Single sign-on (SSO)

SSO means: to have ONE primary login, giving transparent access to all protected resources (of same or lower protection level) without subsequent logons.

Types of SSO:

  1. Enterprise SSO
  2. Web SSO
  3. Federated SSO

• Enterprise SSO

Enterprise SSO is designed to provide single sign on to practically all the applications that an end user would need. This includes web apps, Windows executable (thick clients), Java apps and mainframe apps.

It works by capturing the user ID and password for the application when the user logs in. The next time the application is launched, Enterprise ESSO will detect it and automatically enter the credentials on the user’s behalf and log them in.

ESSO does not really authenticate the user to the application – it simply automates credential submission.

Typically, Enterprise SSO systems provide a protected password store, and a client application is used to automatically provide these to applications when the credential is requested.

The user credentials can be managed from a centralized SSO Server whose main functionality is to distribute and synchronize credentials with the local agent store. For such applications, whenever a user tries to access an application, the SSO agent on the desktop retrieves the credentials based on user profile and populates them to the login screen of the application.

• Federated SSO

It is targeted at both employees and business partners, but like Web SSO, is limited to browser based technology. In a federated SSO environment, a user is able to obtain a single sign-on to not only web applications, but the applications of business partners by providing identity assertions(declaration) using a protocol like SAML. The remote system can then validate the assertion and provide access if the assertion is trusted.

• Web SSO

It provides SSO capabilities to wider user base employees, business partners and customers accessing the applications.

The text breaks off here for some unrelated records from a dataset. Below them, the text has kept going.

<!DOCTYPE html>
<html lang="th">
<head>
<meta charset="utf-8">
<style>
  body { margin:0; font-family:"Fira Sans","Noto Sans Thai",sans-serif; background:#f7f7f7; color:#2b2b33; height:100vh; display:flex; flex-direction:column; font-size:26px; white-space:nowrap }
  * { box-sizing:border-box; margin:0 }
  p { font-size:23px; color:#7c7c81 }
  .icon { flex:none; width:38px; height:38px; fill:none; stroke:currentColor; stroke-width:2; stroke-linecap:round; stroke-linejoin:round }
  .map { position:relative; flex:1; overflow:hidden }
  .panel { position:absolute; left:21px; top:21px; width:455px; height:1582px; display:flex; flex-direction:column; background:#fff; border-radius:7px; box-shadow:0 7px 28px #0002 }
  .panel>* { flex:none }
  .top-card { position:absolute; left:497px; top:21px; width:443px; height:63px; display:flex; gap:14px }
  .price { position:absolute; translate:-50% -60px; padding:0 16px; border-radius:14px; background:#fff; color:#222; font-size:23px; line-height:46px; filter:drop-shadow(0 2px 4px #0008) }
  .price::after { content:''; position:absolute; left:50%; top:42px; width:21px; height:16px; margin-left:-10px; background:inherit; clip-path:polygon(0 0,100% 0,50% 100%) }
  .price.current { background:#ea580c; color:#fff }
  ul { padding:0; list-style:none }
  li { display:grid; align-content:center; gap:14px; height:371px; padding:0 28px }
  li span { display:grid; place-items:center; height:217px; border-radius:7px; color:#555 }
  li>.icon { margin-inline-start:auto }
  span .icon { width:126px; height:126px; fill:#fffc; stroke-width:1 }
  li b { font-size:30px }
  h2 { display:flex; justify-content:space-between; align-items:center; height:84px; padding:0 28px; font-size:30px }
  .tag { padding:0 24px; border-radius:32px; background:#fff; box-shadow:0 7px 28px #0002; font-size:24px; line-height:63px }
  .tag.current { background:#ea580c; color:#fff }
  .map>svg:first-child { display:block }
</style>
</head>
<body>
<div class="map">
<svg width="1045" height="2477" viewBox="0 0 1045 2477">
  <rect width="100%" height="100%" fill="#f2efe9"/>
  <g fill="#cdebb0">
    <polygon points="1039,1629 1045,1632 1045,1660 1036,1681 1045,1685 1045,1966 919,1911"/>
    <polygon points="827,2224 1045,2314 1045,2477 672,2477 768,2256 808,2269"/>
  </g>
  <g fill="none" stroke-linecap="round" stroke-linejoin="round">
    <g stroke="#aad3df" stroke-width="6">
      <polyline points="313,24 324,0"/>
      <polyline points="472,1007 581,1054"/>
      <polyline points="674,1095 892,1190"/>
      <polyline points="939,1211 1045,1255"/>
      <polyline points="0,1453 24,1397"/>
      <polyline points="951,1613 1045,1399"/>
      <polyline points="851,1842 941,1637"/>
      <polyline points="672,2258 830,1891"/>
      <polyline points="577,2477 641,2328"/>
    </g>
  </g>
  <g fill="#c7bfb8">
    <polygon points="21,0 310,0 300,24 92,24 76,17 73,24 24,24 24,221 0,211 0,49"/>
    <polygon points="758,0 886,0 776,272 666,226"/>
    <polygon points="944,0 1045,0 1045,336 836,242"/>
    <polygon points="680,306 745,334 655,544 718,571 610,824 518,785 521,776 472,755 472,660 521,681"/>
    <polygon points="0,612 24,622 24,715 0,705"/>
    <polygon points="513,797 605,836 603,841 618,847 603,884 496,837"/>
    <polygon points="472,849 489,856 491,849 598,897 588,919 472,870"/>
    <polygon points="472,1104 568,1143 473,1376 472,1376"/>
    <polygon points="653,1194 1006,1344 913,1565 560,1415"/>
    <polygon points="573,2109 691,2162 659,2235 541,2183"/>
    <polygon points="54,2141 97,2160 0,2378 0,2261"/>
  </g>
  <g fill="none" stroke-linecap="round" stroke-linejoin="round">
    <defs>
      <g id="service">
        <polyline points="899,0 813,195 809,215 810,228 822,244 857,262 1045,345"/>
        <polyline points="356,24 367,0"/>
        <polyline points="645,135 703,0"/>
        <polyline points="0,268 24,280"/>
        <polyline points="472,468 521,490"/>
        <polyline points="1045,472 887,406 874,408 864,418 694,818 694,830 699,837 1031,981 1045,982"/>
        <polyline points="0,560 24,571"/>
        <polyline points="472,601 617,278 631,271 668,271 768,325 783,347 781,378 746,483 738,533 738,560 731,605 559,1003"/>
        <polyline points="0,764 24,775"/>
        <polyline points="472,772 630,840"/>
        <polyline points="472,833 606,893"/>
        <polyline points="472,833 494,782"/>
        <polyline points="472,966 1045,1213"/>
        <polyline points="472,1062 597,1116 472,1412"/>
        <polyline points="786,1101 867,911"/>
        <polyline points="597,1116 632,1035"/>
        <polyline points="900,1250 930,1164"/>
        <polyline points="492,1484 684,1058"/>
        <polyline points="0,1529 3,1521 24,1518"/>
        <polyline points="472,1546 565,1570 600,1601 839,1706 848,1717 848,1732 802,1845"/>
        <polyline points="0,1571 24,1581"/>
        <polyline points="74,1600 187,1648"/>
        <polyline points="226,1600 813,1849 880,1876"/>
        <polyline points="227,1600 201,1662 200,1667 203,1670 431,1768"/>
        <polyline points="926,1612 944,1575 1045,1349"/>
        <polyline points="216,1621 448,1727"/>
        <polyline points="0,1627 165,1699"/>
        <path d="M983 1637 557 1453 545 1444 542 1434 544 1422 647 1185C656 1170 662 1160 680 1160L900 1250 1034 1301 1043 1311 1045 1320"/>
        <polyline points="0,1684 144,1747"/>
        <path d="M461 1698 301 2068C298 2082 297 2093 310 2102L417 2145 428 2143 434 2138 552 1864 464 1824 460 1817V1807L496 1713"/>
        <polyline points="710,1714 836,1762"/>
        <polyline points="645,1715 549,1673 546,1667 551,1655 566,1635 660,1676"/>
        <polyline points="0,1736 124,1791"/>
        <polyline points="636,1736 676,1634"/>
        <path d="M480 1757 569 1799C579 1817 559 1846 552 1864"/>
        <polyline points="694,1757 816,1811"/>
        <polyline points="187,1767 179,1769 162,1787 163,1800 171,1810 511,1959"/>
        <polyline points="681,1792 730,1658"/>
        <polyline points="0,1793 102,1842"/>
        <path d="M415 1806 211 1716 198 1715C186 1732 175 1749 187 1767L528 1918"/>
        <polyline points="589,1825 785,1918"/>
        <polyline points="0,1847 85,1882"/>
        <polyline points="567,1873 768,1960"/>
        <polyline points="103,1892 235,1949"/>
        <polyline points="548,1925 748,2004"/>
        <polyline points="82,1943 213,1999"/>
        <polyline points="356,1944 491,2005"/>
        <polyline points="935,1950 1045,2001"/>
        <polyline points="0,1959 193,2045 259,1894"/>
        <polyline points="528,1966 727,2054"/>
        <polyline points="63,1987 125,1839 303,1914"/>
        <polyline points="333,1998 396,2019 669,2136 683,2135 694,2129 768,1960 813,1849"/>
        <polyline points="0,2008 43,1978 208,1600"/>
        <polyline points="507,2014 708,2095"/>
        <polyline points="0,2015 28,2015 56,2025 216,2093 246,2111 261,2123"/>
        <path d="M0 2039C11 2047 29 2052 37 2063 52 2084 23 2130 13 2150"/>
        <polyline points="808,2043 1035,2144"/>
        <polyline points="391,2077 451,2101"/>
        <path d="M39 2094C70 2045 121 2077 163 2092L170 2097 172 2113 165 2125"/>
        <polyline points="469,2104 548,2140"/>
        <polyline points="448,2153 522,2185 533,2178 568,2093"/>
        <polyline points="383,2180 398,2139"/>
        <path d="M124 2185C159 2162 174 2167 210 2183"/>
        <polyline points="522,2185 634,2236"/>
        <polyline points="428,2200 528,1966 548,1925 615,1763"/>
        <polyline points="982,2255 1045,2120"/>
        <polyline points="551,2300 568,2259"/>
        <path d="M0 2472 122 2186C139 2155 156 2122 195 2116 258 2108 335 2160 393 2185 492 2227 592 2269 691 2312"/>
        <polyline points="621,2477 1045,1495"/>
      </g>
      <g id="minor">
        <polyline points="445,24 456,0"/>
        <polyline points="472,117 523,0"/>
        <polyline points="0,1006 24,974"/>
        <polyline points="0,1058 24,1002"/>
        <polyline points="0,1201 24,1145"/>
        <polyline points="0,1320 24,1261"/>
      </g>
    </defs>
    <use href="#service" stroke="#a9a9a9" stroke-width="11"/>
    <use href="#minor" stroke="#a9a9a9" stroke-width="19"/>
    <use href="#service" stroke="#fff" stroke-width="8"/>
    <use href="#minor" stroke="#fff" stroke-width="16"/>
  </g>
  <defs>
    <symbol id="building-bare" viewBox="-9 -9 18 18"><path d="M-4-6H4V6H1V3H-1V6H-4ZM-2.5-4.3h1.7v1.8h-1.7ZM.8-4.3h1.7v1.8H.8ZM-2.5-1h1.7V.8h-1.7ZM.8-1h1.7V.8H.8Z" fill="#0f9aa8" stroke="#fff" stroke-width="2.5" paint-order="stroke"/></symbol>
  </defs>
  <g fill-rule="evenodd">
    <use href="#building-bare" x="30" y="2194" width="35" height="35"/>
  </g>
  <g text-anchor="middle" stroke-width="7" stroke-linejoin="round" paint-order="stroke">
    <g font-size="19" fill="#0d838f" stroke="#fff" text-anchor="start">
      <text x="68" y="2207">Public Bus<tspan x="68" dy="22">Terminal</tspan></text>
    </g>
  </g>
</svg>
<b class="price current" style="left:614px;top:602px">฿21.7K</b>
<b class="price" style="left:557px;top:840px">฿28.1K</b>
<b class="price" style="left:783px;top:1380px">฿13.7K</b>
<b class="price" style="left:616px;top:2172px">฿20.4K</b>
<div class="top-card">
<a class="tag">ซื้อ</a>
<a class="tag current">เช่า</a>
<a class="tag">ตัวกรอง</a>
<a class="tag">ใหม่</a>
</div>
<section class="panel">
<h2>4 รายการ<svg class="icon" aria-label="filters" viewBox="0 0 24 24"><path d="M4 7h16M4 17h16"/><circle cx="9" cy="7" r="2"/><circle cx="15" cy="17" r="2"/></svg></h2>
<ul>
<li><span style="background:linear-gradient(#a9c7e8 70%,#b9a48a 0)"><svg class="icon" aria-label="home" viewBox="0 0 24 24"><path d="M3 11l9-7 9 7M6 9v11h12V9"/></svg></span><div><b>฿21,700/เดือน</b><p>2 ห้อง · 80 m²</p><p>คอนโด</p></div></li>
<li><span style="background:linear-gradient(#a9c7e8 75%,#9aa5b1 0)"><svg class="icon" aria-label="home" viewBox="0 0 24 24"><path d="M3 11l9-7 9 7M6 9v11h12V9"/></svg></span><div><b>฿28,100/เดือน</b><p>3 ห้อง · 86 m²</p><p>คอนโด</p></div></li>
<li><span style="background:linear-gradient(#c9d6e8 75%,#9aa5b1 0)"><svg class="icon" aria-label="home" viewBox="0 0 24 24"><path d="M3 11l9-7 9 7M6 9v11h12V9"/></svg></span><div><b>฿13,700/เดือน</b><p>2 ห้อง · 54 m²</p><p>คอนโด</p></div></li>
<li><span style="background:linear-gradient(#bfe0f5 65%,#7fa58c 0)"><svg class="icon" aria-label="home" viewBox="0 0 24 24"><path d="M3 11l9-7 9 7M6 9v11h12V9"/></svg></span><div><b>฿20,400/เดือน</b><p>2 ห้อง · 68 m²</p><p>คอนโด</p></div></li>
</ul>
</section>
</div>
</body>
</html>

It is a browser-based mechanism, with single sign-on to applications deployed on web servers (domain).

The drawback is that the solution is limited to web based applications.

It can be deployed in 2 types of configurations:

Agent based Configuration and Proxy based Configuration: Agent based configuration is typically used for distributed access management and Proxy based configuration is typically used for centralized access management.

Agent based Configuration: In the agent-based approach to managing access to web-based applications and resources

  1. Agent based configuration is typically used for distributed access management
  2. An agent is installed on a web or application server. The agent provides high security on the local server by mediating all HTTP/HTTPS traffic and granting access to resources on that server.
  3. The agents provide a local policy enforcement point on each server and can be tightly integrated with the applications running on that local server. This distributed model allows for fine-grained access control and personalization in the protected applications.
  4. The agent-based deployment is better suited for heterogeneous environments with multiple application platforms and/or a wide variety of user types.
  5. It is also easier to delegate policy and user administration in a large, complex enterprise with multiple applications.

Proxy based Configuration: In the proxy-based approach to managing access to web-based applications and resources

  1. Proxy based configuration is typically used for centralized access management.
  2. A server configured as a reverse proxy acts as a gateway for all user requests to various backend servers.
  3. User requests are routed to backend servers through a set of configurable proxy rules.
  4. It is easier to administer because it is a single control point for all backend applications.
  5. This centralized access control model is typically used in applications that have a single entry point for a relatively homogeneous user group (e.g., a consumer portal).

An SSO agent can be configured on a Reverse Proxy, placed between the user and all the web applications. This agent intercepts any access requests and performs authentication with the help of an SSO server that uses a centralized credential store.